## ASSIGNMENT:
Your answer must be the records below repeated word for word, with no pictures in it.

## ENTRIES SUPPLIED:
▼

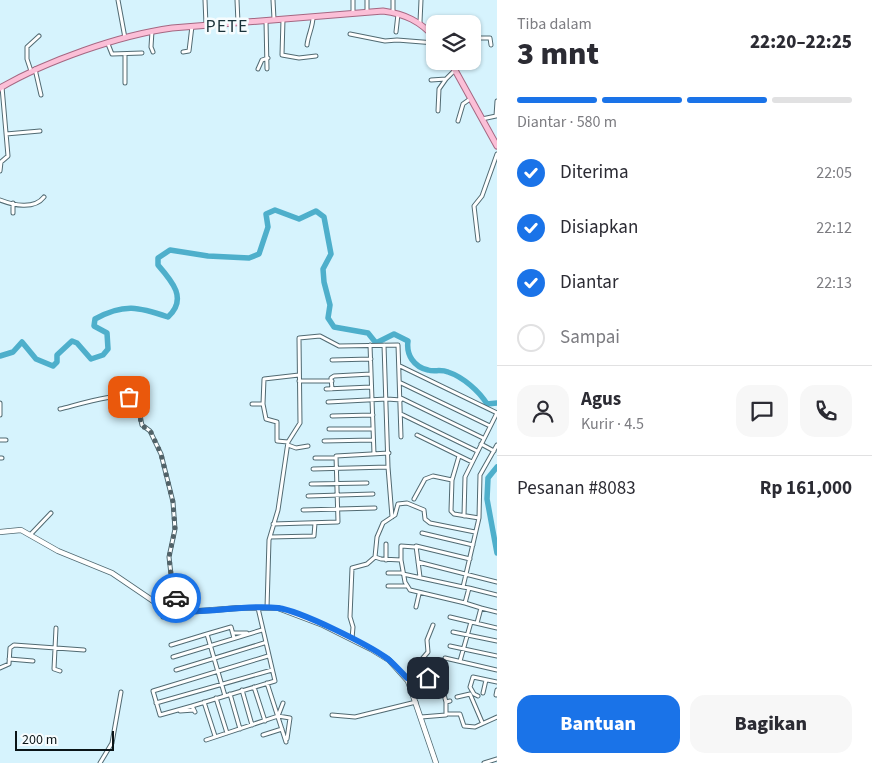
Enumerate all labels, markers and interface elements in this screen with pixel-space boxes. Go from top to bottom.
text: Tiba dalam [517,13,592,35]
district label: PETE [206,14,248,39]
map controls [426,15,481,70]
button: layers [426,15,481,70]
text: 22:20–22:25 [750,29,852,56]
text: 3 mnt [517,31,599,77]
text: Diantar · 580 m [517,111,617,133]
icon: check [517,159,545,187]
text: Diterima [560,159,629,186]
text: 22:05 [816,162,852,184]
icon: check [517,214,545,242]
text: Disiapkan [560,214,638,241]
text: 22:12 [816,217,852,239]
icon: check [517,269,545,297]
text: Diantar [560,269,619,296]
text: 22:13 [816,272,852,294]
text: Sampai [560,324,620,351]
pin [108,376,150,418]
icon: bag [115,383,143,411]
button: person [517,385,569,437]
button: chat [736,385,788,437]
button: phone [800,385,852,437]
text: Agus [581,386,621,413]
text: Kurir · 4.5 [581,413,644,435]
text: Pesanan #8083 [517,475,636,502]
text: Rp 161,000 [760,475,852,502]
courier [151,573,201,623]
icon: car [162,584,190,612]
pin [407,657,449,699]
icon: home [414,664,442,692]
button: Bantuan [517,695,680,753]
button: Bagikan [690,695,852,753]
scale bar [15,728,114,751]
text: 200 m [22,730,57,750]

▲

## EXERCISE SOLUTION:
Enumerate all labels, markers and interface elements in this screen with pixel-space boxes. Go from top to bottom.
text: Tiba dalam [517,13,592,35]
district label: PETE [206,14,248,39]
map controls [426,15,481,70]
button: layers [426,15,481,70]
text: 22:20–22:25 [750,29,852,56]
text: 3 mnt [517,31,599,77]
text: Diantar · 580 m [517,111,617,133]
icon: check [517,159,545,187]
text: Diterima [560,159,629,186]
text: 22:05 [816,162,852,184]
icon: check [517,214,545,242]
text: Disiapkan [560,214,638,241]
text: 22:12 [816,217,852,239]
icon: check [517,269,545,297]
text: Diantar [560,269,619,296]
text: 22:13 [816,272,852,294]
text: Sampai [560,324,620,351]
pin [108,376,150,418]
icon: bag [115,383,143,411]
button: person [517,385,569,437]
button: chat [736,385,788,437]
button: phone [800,385,852,437]
text: Agus [581,386,621,413]
text: Kurir · 4.5 [581,413,644,435]
text: Pesanan #8083 [517,475,636,502]
text: Rp 161,000 [760,475,852,502]
courier [151,573,201,623]
icon: car [162,584,190,612]
pin [407,657,449,699]
icon: home [414,664,442,692]
button: Bantuan [517,695,680,753]
button: Bagikan [690,695,852,753]
scale bar [15,728,114,751]
text: 200 m [22,730,57,750]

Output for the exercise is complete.